Job got off to a hellish start as my manager has turned out to be a modern Medusa psycho hose beast. No fucking concept of induction or orientation and fucking cow booked in clients on my first day- WHAT THE FUCK?! How's about giving me 2 seconds to learn where shit is first??
But no, apparently she "expected me to have some initiative" and doesn't think "seeing a single client is really strenuous". Uh yeah it is, when you have never even stepped foot in the goddamn clinic and are HOMELESS you arsehole!
Seriously, she must be Aspergers, because she clearly has no fucking empathy or concept of how things are from another person's perspective. Theory of mind anyone??
Thus, need to have meeting with actual bosses (who were both conveniently away) to be like WTF, fix it, or I walk. In fact, may walk anyway. Will just do a couple of weeks- as long as I have accommodation- and then bail. Fuck this shit, I don't need it.
All in all, this week has been SHIT. I just don't get why the universe feels the need to rain bollocks upon my head. Seriously, I am a good person, I don't deliberately hurt or fuck over other people, so why do I get the sharp end of the stick on a continual basis??
I so desperately want to go back home for some R&R. But I have to stay for my big trip in May. That is currently the only thing that is keeping me going. Unfortunately I have an absolutely obscene amount of work I need to get done for uni before that, coz stuff is due when I'm away and then the big projects are due after with not much time to get them done.
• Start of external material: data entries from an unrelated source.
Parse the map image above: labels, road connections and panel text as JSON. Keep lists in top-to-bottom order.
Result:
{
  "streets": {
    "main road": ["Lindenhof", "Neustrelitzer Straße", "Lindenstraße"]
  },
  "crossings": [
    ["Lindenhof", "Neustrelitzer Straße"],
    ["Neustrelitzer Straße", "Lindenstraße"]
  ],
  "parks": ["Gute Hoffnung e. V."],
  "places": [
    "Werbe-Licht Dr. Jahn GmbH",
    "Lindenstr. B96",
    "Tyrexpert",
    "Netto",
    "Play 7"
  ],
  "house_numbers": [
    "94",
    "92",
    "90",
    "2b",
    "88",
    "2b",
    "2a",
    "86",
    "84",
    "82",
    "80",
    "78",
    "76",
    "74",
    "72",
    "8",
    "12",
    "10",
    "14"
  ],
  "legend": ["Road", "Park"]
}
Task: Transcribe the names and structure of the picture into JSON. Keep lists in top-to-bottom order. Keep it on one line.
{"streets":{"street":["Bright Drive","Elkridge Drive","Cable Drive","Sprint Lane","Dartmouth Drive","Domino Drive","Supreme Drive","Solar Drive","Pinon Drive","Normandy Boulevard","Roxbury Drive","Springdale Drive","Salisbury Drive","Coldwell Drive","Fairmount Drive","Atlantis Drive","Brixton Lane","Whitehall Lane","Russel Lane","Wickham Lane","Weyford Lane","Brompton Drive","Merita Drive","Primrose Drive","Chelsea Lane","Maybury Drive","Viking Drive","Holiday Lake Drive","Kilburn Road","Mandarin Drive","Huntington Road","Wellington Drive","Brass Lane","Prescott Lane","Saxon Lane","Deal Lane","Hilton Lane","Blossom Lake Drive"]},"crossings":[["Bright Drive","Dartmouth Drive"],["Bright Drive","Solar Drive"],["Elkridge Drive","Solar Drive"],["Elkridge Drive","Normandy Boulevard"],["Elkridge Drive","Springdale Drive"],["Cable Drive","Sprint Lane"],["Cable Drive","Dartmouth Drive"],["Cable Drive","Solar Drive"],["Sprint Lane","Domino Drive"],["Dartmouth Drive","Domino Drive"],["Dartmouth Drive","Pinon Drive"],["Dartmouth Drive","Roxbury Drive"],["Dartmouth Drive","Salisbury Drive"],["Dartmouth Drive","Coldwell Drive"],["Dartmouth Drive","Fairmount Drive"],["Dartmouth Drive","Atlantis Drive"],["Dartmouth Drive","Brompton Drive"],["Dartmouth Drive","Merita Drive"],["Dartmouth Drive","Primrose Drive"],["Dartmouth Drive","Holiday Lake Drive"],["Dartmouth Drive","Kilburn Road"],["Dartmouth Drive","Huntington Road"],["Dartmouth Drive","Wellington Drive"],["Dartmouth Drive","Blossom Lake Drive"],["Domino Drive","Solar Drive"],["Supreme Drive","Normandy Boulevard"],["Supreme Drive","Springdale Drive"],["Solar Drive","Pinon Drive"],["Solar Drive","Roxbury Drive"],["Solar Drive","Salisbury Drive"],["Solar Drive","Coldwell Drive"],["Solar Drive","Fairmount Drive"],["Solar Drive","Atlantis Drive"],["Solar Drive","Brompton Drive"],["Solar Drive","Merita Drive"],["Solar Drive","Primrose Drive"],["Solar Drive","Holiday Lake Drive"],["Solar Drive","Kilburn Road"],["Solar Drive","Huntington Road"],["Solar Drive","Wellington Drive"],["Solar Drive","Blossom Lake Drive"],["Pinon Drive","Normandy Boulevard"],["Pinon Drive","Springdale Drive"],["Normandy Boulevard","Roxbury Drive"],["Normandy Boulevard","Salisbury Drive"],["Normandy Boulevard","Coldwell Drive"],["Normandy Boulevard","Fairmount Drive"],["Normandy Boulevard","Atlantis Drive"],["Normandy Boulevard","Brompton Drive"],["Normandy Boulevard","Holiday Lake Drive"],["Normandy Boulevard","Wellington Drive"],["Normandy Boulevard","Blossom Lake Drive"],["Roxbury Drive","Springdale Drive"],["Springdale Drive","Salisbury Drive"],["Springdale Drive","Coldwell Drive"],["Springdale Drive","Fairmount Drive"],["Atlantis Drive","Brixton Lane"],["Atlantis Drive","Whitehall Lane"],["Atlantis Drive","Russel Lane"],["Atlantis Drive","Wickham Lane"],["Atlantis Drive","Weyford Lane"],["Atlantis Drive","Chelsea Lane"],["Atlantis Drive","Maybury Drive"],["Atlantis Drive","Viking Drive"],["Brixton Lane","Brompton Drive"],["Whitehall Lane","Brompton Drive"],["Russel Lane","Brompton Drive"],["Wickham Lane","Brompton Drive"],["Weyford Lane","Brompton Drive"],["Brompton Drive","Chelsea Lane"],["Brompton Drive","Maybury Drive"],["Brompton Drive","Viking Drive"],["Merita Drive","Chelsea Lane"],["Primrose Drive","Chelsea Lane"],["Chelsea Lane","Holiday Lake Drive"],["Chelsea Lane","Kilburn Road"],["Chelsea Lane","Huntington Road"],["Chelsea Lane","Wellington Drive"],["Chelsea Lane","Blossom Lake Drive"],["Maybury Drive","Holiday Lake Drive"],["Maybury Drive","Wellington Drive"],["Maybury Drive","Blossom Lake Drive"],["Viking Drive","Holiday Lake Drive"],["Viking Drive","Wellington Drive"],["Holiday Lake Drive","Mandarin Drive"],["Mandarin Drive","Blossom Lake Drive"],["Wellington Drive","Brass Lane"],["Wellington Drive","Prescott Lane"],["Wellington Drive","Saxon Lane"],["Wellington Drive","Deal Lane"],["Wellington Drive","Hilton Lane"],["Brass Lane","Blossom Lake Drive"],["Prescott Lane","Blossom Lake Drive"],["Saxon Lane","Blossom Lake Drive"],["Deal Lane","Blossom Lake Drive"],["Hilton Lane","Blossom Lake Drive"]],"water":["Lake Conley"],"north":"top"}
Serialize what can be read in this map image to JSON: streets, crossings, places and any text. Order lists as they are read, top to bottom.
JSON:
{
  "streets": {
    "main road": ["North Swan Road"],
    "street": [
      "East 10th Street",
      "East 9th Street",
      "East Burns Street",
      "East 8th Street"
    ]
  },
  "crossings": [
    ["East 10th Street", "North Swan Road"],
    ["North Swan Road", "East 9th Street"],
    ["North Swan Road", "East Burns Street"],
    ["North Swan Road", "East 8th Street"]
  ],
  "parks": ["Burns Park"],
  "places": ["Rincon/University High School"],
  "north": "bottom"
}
My aim this weekend is to get the lost assignment and the next one done for one topic. Then see how I go reading the article for the other one online- if not print it off at work (hopefully) and then do it next week. I will also endeavour to save some articles for the big assignment that is due in a few weeks and print them off also.
Next weekend I think I shall go to Brighton, or maybe London (depending on what's cheaper) and do some exploring. And get started on the stupid cookie theft assignment and then reading for the next module for the other topic.
I figure while I have no life, I may as well make use of the time of enforced hibernation productively.